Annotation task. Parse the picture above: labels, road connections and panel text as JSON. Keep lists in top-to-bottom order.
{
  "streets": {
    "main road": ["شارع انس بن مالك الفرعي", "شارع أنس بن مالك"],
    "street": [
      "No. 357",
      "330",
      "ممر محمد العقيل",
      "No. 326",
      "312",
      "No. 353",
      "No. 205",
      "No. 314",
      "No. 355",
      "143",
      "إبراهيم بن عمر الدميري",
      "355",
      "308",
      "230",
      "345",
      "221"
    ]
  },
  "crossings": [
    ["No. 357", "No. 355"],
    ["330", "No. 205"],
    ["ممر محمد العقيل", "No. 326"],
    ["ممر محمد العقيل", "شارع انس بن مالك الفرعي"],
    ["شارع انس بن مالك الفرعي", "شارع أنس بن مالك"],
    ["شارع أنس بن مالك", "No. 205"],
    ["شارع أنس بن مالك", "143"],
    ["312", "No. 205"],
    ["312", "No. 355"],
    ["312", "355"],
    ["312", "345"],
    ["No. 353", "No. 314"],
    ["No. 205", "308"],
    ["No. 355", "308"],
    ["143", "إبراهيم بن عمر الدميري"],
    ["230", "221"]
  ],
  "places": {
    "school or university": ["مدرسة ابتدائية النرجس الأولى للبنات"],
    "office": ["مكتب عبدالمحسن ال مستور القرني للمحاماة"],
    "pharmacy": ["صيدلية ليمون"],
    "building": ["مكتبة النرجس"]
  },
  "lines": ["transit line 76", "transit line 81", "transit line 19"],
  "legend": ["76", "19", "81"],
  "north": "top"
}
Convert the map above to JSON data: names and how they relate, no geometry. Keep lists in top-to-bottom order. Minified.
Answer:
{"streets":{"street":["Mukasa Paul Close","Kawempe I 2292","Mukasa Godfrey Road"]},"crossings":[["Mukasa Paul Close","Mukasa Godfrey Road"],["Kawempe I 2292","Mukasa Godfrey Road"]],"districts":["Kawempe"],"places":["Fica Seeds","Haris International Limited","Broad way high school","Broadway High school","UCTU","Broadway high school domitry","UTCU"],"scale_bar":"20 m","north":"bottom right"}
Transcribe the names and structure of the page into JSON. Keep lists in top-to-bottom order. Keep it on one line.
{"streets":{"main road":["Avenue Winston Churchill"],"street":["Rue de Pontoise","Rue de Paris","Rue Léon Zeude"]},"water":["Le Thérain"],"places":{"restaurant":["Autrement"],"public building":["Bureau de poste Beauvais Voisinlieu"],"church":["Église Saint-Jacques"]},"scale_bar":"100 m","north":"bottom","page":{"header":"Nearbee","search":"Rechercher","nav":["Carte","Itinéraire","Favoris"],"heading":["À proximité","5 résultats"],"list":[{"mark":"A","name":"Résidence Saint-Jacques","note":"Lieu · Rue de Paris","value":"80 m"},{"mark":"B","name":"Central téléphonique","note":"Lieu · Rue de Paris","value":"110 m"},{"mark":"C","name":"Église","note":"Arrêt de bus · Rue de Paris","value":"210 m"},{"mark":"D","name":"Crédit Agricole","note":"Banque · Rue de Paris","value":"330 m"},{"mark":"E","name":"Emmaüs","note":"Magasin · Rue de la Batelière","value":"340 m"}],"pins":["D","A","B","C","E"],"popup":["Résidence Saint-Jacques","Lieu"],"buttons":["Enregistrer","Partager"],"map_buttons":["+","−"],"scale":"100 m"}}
==============================
Task details. Write the data from above out again, exactly.

Written response.
Annotation task. Parse the picture above: labels, road connections and panel text as JSON. Keep lists in top-to-bottom order.
{
  "streets": {
    "main road": ["شارع انس بن مالك الفرعي", "شارع أنس بن مالك"],
    "street": [
      "No. 357",
      "330",
      "ممر محمد العقيل",
      "No. 326",
      "312",
      "No. 353",
      "No. 205",
      "No. 314",
      "No. 355",
      "143",
      "إبراهيم بن عمر الدميري",
      "355",
      "308",
      "230",
      "345",
      "221"
    ]
  },
  "crossings": [
    ["No. 357", "No. 355"],
    ["330", "No. 205"],
    ["ممر محمد العقيل", "No. 326"],
    ["ممر محمد العقيل", "شارع انس بن مالك الفرعي"],
    ["شارع انس بن مالك الفرعي", "شارع أنس بن مالك"],
    ["شارع أنس بن مالك", "No. 205"],
    ["شارع أنس بن مالك", "143"],
    ["312", "No. 205"],
    ["312", "No. 355"],
    ["312", "355"],
    ["312", "345"],
    ["No. 353", "No. 314"],
    ["No. 205", "308"],
    ["No. 355", "308"],
    ["143", "إبراهيم بن عمر الدميري"],
    ["230", "221"]
  ],
  "places": {
    "school or university": ["مدرسة ابتدائية النرجس الأولى للبنات"],
    "office": ["مكتب عبدالمحسن ال مستور القرني للمحاماة"],
    "pharmacy": ["صيدلية ليمون"],
    "building": ["مكتبة النرجس"]
  },
  "lines": ["transit line 76", "transit line 81", "transit line 19"],
  "legend": ["76", "19", "81"],
  "north": "top"
}
Convert the map above to JSON data: names and how they relate, no geometry. Keep lists in top-to-bottom order. Minified.
Answer:
{"streets":{"street":["Mukasa Paul Close","Kawempe I 2292","Mukasa Godfrey Road"]},"crossings":[["Mukasa Paul Close","Mukasa Godfrey Road"],["Kawempe I 2292","Mukasa Godfrey Road"]],"districts":["Kawempe"],"places":["Fica Seeds","Haris International Limited","Broad way high school","Broadway High school","UCTU","Broadway high school domitry","UTCU"],"scale_bar":"20 m","north":"bottom right"}
Transcribe the names and structure of the page into JSON. Keep lists in top-to-bottom order. Keep it on one line.
{"streets":{"main road":["Avenue Winston Churchill"],"street":["Rue de Pontoise","Rue de Paris","Rue Léon Zeude"]},"water":["Le Thérain"],"places":{"restaurant":["Autrement"],"public building":["Bureau de poste Beauvais Voisinlieu"],"church":["Église Saint-Jacques"]},"scale_bar":"100 m","north":"bottom","page":{"header":"Nearbee","search":"Rechercher","nav":["Carte","Itinéraire","Favoris"],"heading":["À proximité","5 résultats"],"list":[{"mark":"A","name":"Résidence Saint-Jacques","note":"Lieu · Rue de Paris","value":"80 m"},{"mark":"B","name":"Central téléphonique","note":"Lieu · Rue de Paris","value":"110 m"},{"mark":"C","name":"Église","note":"Arrêt de bus · Rue de Paris","value":"210 m"},{"mark":"D","name":"Crédit Agricole","note":"Banque · Rue de Paris","value":"330 m"},{"mark":"E","name":"Emmaüs","note":"Magasin · Rue de la Batelière","value":"340 m"}],"pins":["D","A","B","C","E"],"popup":["Résidence Saint-Jacques","Lieu"],"buttons":["Enregistrer","Partager"],"map_buttons":["+","−"],"scale":"100 m"}}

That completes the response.